◆ WHAT TO WORK ON ◆
In the records below, find each line with "hidden" and copy it.

START GIVEN DATA

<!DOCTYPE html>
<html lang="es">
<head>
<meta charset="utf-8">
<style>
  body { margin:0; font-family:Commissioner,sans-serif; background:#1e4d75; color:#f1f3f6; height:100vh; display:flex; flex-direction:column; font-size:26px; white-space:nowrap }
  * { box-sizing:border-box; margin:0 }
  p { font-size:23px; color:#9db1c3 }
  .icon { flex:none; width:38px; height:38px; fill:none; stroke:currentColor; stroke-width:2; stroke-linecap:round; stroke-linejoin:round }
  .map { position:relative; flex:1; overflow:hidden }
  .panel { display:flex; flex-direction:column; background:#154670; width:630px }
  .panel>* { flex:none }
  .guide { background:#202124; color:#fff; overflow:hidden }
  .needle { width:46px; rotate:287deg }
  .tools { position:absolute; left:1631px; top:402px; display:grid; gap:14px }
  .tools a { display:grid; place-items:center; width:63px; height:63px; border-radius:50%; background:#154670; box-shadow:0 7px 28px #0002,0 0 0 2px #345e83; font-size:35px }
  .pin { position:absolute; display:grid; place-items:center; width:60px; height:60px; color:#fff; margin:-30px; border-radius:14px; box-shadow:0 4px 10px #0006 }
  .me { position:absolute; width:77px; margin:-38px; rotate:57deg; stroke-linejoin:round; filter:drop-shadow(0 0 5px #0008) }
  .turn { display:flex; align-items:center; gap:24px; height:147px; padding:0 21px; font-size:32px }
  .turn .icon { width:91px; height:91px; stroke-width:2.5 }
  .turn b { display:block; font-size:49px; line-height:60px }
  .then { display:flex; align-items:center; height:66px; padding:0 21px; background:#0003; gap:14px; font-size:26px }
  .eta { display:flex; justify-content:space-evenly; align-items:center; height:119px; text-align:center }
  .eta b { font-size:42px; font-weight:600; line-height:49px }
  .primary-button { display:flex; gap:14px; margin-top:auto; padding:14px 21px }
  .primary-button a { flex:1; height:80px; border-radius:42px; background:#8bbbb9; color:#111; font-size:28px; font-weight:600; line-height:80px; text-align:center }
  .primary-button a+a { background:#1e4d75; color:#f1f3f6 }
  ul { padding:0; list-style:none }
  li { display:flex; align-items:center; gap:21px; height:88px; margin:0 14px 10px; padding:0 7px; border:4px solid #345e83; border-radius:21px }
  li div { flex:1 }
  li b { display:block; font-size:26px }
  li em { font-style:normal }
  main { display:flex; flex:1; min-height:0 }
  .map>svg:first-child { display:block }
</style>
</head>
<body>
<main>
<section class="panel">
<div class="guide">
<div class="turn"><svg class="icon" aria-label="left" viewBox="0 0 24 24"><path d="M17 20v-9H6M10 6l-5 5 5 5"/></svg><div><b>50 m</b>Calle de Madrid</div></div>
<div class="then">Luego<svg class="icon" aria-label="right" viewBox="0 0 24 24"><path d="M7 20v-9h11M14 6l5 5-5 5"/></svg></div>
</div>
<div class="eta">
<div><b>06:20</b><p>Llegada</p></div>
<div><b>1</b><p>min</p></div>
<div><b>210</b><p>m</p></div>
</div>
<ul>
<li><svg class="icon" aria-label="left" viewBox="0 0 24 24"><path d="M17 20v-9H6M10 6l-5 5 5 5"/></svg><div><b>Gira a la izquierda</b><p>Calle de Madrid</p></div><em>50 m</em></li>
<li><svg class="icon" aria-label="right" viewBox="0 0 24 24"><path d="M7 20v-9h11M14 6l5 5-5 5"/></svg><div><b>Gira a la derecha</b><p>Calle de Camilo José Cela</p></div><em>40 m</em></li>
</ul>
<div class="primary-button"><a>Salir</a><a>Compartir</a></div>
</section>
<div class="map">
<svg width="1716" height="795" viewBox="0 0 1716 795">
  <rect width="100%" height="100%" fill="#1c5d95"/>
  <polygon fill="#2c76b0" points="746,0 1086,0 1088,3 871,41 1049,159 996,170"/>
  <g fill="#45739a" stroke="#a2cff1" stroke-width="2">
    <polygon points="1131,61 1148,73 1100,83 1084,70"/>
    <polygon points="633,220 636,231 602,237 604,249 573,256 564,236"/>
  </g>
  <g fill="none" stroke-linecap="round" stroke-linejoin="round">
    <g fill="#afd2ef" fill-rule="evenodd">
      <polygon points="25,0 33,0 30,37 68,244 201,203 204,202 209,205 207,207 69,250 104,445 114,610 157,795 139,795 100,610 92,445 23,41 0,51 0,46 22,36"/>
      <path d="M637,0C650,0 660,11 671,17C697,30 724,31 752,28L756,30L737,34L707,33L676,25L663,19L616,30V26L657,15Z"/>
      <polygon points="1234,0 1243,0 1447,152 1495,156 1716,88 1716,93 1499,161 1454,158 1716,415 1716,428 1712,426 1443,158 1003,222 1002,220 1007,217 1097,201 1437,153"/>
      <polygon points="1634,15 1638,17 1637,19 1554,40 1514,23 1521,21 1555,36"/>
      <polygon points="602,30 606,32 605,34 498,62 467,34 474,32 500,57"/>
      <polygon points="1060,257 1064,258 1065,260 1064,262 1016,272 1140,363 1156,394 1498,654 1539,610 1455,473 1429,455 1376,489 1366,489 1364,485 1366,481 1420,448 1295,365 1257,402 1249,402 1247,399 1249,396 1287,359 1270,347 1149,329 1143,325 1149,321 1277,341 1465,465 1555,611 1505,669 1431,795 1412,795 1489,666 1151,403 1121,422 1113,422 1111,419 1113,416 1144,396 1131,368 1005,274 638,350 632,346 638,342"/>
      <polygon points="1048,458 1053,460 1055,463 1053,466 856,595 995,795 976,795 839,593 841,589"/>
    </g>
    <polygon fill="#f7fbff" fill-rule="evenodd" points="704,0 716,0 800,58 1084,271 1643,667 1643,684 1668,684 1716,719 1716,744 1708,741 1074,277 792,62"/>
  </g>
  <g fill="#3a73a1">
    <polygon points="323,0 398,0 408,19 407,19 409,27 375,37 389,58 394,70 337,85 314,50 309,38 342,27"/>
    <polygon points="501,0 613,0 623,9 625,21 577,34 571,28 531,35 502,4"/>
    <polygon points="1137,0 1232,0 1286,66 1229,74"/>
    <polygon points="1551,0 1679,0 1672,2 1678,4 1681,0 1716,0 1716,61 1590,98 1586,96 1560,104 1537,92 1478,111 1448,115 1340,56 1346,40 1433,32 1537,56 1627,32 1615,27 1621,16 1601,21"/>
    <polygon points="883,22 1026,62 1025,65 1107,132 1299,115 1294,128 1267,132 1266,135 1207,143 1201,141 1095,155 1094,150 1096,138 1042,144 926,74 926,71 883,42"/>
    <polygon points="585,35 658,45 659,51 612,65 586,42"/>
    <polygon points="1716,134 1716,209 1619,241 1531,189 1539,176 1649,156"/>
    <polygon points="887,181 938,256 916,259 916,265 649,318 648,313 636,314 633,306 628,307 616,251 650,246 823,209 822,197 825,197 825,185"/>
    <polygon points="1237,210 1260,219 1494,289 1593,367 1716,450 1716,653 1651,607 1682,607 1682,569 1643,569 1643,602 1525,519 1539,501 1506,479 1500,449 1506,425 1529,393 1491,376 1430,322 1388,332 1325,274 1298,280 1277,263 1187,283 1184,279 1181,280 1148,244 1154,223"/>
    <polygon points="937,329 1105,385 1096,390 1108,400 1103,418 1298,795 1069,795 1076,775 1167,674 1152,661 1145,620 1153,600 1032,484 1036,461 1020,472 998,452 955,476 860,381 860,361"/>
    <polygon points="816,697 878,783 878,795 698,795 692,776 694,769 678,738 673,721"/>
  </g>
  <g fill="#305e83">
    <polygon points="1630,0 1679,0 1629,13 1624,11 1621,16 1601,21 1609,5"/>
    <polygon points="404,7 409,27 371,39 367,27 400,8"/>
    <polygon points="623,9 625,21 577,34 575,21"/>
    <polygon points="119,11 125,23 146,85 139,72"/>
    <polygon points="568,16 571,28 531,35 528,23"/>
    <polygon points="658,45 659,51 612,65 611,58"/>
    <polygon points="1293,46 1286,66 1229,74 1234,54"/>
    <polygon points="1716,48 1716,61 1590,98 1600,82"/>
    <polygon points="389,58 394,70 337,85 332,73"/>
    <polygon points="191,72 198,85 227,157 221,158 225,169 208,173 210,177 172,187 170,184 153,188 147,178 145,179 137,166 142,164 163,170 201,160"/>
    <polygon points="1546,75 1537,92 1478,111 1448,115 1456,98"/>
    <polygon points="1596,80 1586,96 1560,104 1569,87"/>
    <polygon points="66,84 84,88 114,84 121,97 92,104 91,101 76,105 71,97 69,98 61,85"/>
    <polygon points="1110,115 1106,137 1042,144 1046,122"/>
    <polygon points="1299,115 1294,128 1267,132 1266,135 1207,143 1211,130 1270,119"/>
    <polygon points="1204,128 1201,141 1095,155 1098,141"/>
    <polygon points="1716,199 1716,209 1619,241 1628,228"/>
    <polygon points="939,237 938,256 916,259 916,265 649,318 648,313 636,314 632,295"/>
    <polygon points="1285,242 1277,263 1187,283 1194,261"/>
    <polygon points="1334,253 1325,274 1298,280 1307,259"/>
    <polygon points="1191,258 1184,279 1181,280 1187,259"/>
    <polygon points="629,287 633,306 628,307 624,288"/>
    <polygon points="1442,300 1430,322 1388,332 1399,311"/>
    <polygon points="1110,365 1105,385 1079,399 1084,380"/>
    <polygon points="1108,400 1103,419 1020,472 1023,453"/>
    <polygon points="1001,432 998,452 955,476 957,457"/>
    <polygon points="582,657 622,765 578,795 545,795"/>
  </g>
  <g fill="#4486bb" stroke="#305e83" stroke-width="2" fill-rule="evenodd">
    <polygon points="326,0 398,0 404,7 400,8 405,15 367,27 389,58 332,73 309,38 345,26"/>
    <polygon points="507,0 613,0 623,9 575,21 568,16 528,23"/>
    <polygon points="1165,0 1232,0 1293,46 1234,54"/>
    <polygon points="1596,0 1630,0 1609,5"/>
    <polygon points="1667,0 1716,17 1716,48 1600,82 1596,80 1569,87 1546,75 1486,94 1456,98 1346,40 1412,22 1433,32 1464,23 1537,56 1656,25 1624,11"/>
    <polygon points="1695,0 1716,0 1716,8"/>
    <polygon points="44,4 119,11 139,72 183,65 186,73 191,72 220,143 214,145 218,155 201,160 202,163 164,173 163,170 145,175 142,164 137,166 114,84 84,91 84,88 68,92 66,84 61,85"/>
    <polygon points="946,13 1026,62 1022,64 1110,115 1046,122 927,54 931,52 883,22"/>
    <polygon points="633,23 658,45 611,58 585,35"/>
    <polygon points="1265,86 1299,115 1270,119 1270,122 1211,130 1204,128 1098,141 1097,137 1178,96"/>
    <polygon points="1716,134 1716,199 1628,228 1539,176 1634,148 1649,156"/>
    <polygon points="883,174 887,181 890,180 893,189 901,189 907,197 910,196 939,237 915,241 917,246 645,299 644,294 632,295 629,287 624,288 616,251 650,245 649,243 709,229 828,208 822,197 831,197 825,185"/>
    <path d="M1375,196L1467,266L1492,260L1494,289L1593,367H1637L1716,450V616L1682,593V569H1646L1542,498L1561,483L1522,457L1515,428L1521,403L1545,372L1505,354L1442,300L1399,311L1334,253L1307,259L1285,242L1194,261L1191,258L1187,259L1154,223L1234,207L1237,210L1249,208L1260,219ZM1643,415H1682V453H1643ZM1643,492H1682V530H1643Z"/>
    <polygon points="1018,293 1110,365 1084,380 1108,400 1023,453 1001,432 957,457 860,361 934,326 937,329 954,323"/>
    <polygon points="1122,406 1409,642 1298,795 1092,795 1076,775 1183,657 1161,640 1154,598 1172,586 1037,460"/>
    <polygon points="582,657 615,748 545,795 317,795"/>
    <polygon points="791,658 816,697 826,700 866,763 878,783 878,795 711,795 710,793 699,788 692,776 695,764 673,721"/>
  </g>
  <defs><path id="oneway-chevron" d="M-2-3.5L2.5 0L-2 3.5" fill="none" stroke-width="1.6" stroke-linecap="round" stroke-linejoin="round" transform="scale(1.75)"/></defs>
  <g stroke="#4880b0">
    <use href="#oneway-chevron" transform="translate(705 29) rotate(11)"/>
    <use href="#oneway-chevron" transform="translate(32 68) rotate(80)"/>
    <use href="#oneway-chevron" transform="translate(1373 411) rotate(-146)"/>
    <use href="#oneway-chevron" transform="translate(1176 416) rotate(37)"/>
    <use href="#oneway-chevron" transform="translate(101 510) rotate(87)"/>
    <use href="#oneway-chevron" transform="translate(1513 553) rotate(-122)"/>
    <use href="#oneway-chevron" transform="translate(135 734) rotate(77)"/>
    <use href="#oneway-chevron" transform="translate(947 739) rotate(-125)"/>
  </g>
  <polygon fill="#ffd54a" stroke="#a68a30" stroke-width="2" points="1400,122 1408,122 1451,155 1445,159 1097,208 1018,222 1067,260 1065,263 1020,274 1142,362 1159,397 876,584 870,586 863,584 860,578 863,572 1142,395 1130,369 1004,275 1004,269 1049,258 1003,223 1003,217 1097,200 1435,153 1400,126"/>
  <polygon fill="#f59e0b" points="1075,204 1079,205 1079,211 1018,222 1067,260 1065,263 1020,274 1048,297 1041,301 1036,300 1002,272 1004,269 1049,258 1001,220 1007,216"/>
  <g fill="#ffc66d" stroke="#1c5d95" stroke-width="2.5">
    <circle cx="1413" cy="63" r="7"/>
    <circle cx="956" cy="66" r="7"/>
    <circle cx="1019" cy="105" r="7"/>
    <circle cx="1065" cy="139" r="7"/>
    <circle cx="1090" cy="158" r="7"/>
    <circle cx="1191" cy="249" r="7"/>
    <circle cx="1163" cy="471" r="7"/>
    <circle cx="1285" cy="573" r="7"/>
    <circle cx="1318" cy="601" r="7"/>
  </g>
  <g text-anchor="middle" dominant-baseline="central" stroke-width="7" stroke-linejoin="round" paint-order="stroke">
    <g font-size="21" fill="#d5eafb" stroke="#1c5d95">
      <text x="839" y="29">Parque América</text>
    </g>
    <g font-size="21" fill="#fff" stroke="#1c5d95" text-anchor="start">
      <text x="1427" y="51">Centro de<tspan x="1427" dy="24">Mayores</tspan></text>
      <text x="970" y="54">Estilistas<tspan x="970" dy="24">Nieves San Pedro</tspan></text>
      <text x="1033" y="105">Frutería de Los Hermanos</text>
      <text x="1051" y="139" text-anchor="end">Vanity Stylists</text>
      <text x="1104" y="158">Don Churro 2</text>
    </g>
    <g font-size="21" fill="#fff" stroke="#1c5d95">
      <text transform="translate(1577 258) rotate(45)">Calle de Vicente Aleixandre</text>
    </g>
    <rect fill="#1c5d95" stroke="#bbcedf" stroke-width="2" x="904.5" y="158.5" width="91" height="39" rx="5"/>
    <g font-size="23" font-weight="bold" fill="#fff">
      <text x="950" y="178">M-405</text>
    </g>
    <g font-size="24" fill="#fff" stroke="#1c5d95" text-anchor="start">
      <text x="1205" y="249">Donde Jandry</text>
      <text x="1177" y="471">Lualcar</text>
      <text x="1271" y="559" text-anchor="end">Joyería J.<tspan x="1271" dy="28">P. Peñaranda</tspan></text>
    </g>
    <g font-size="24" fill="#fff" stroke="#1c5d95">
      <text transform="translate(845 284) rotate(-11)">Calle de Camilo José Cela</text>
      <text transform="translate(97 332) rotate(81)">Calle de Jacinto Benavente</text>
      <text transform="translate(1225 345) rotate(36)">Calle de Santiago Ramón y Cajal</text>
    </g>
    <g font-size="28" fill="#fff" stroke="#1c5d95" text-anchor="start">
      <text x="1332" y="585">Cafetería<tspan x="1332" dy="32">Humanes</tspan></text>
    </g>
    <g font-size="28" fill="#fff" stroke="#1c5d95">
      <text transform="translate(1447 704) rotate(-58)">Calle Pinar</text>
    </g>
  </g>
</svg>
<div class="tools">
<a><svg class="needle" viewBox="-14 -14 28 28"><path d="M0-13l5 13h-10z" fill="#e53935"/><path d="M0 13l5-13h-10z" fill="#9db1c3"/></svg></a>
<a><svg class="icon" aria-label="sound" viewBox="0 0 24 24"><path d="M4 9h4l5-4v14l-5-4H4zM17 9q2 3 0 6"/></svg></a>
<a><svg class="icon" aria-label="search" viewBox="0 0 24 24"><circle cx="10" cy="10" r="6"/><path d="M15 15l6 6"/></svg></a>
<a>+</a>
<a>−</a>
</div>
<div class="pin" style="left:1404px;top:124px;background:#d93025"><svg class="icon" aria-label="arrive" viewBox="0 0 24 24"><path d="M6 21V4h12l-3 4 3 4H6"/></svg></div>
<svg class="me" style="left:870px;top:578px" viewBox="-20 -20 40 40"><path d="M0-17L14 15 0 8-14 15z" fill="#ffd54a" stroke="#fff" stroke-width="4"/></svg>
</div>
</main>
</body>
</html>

END GIVEN DATA

◆ RESPONSE BOX ◆
  .map { position:relative; flex:1; overflow:hidden }
  .guide { background:#202124; color:#fff; overflow:hidden }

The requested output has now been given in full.